My skin ached from the blaze as my eyes painted with the colors of the flames until smoke started filling the room. At this stage, I had to step outside. With the fire raging inside the house, I closed the door behind me and walked into the driveway. A loud explosion came from inside, and I assumed it was due to the gas leak. Turning around, I watched with satisfaction as the whole place went up in flames, my heart melting at the sight.

With my fists curled at my sides, I stood there in the dark night and watched my father’s funeral take place. Four years ago, he died alone, like a nameless man, with no grave or shred of respect. Despite his enormous efforts, in the end, he was forgotten from this world and would not be remembered. This, right now, was where I said my goodbye to him, and while I’d forever carry the scars he’d left on my skin and soul, I also knew he would no longer be a part of my life.

Any sadness I might have felt over his loss in the past few years was as good as gone.
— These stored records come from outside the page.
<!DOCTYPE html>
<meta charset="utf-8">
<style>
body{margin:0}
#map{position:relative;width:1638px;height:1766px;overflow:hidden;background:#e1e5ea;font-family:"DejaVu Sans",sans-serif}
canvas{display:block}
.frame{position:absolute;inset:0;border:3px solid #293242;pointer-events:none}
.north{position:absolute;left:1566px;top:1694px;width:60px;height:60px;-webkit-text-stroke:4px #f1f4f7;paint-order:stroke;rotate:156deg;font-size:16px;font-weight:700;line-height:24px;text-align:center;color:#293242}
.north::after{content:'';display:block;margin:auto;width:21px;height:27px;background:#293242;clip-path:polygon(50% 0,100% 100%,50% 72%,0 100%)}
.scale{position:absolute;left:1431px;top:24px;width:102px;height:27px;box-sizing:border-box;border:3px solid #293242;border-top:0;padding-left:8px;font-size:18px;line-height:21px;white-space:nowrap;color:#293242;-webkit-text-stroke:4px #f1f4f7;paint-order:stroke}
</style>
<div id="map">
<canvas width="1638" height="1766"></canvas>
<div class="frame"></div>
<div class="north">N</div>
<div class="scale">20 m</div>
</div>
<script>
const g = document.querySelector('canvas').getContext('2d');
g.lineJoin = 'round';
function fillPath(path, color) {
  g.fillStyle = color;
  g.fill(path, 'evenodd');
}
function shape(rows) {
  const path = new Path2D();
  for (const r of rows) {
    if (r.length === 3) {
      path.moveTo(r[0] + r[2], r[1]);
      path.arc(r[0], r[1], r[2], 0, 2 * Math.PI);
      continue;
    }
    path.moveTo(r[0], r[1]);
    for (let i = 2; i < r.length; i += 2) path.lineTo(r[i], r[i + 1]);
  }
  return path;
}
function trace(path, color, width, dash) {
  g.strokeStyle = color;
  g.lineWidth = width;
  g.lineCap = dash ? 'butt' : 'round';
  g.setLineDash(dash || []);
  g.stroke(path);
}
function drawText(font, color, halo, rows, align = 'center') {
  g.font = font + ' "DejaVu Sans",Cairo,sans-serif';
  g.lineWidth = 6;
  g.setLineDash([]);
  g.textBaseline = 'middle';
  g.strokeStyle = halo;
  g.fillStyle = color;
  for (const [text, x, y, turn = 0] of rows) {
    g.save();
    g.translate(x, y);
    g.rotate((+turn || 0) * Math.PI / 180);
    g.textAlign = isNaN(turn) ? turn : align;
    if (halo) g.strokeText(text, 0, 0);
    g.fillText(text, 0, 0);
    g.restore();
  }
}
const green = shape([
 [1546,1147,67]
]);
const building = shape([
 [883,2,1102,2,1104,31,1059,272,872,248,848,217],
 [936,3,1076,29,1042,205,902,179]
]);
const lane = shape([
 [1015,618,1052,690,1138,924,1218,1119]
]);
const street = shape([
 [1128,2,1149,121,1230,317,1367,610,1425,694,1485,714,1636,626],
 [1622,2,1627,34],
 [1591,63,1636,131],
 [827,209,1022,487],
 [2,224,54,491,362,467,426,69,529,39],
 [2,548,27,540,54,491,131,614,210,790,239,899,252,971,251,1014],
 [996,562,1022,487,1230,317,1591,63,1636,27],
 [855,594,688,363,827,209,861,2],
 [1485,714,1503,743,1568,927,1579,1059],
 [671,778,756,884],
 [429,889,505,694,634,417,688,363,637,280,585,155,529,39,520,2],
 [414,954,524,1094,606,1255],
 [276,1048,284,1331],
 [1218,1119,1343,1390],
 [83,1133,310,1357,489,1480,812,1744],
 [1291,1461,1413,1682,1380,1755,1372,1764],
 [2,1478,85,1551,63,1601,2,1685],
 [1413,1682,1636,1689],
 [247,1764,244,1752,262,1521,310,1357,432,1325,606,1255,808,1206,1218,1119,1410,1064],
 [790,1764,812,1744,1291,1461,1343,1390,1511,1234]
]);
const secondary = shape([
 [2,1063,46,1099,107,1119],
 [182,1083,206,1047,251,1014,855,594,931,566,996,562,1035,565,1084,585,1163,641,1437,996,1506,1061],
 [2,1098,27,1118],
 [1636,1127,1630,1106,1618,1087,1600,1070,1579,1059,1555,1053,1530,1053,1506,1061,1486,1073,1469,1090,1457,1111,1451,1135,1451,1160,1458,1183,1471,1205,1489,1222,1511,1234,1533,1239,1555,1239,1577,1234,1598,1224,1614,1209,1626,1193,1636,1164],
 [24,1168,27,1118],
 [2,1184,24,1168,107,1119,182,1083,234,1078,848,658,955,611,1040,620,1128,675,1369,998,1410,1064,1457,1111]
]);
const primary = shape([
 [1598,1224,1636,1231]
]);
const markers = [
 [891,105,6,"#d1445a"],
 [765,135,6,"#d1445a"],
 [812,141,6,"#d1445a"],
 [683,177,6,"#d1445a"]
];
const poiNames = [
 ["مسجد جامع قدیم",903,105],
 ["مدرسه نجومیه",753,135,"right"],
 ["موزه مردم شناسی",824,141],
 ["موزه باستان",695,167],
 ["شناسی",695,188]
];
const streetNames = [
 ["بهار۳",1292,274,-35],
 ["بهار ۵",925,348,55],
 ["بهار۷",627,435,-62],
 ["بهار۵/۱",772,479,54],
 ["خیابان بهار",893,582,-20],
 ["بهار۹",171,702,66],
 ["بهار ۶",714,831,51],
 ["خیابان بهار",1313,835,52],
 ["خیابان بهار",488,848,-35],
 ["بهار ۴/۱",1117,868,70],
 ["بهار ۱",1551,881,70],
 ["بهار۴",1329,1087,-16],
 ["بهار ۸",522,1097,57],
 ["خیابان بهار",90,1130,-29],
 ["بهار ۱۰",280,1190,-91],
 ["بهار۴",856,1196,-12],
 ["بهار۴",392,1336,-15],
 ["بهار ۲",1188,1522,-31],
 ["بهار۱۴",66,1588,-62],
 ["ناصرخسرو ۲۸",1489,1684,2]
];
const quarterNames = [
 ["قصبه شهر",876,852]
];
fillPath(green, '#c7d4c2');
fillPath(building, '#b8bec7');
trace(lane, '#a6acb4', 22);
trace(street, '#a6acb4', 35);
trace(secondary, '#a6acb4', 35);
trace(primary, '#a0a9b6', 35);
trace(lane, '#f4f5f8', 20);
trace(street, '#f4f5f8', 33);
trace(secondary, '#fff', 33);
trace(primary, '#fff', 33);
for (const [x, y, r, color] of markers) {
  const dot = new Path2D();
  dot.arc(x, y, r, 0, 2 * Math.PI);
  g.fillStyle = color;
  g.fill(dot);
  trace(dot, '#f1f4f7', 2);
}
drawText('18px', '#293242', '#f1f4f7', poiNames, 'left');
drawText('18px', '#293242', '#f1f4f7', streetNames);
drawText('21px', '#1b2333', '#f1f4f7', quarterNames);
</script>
And now, with my head held high, I was ready for the future awaiting us. A sense of peace that settled in my heart was my sign to leave, so I did. Without looking back, I walked out of there, leaving this place to fade into smoke. I got into Jordan’s car and drove for a while before parking it a few miles away. I sat inside it for almost an hour until I saw fire trucks racing up the roads leading to the house. Hopefully, I didn’t leave tracks behind to connect this fire to me, and even if I had, I’d find a way out of it, as nothing would stop me now, not even the man I was going to see next. Yes, Camilo was waiting for me in the hospital, but first, I had to make sure nothing would stand in our way ever again.